* Records shown

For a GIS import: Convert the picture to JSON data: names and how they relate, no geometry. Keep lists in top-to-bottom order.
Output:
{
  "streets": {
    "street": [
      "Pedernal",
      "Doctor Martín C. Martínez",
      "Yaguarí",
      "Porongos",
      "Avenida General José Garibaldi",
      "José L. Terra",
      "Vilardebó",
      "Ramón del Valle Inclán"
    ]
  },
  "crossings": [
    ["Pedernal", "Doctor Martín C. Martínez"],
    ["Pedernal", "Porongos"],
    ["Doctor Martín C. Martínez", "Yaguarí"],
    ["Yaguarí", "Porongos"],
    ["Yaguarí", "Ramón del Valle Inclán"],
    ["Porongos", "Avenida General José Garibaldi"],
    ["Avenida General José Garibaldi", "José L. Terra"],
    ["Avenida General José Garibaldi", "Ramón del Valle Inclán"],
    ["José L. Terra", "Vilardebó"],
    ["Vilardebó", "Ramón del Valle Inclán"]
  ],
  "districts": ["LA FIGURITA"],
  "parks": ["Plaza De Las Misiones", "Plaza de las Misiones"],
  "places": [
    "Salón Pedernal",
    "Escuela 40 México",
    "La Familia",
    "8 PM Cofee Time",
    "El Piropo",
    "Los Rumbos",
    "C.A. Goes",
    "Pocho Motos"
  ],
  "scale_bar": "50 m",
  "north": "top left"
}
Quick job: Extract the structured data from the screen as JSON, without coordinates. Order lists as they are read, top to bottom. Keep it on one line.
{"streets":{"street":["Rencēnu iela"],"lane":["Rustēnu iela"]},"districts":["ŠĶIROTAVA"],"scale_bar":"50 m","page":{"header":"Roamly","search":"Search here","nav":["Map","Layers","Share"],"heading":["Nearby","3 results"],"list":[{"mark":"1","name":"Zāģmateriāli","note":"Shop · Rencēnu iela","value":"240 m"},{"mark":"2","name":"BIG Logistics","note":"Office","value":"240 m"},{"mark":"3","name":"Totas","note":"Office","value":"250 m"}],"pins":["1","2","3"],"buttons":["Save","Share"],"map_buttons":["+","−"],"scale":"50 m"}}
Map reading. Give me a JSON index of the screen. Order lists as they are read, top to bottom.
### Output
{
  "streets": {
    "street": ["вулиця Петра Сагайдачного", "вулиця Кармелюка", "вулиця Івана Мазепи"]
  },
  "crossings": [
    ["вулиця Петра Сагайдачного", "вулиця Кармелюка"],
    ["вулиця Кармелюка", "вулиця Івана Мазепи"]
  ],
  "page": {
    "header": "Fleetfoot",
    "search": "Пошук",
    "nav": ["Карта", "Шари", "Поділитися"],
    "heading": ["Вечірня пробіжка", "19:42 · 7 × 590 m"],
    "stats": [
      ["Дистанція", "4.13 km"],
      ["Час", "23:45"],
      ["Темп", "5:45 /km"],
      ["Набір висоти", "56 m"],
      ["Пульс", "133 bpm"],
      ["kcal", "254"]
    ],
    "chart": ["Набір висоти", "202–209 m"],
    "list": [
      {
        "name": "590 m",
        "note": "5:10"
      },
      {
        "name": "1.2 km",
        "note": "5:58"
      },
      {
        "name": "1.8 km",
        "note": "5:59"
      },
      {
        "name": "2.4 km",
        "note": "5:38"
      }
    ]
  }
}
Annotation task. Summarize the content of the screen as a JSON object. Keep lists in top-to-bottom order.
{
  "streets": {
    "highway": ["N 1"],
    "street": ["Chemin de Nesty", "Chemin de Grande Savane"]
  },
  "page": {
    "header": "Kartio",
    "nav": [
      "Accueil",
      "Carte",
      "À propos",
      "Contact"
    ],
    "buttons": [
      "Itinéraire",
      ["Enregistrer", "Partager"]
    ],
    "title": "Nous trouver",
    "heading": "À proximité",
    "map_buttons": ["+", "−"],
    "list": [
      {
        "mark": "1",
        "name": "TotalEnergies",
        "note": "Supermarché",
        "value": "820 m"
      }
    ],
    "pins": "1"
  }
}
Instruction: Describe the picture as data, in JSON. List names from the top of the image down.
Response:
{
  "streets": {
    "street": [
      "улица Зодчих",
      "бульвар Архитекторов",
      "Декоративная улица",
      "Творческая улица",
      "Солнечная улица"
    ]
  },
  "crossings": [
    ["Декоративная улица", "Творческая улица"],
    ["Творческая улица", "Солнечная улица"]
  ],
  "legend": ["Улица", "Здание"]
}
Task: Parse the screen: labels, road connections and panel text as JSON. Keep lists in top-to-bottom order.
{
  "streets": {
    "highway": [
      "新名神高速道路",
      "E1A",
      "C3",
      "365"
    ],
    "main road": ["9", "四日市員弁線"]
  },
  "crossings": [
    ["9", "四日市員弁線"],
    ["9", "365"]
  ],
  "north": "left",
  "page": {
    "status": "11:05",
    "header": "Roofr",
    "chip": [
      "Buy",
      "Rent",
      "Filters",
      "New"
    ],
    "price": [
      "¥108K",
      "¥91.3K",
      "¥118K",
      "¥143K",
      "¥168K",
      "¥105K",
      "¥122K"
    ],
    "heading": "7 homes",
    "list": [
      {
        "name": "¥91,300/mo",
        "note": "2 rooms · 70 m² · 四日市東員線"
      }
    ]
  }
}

* What the task asks
Reply with one number, the count of lines in the entries that hold the string "names".

* Exercise solution
2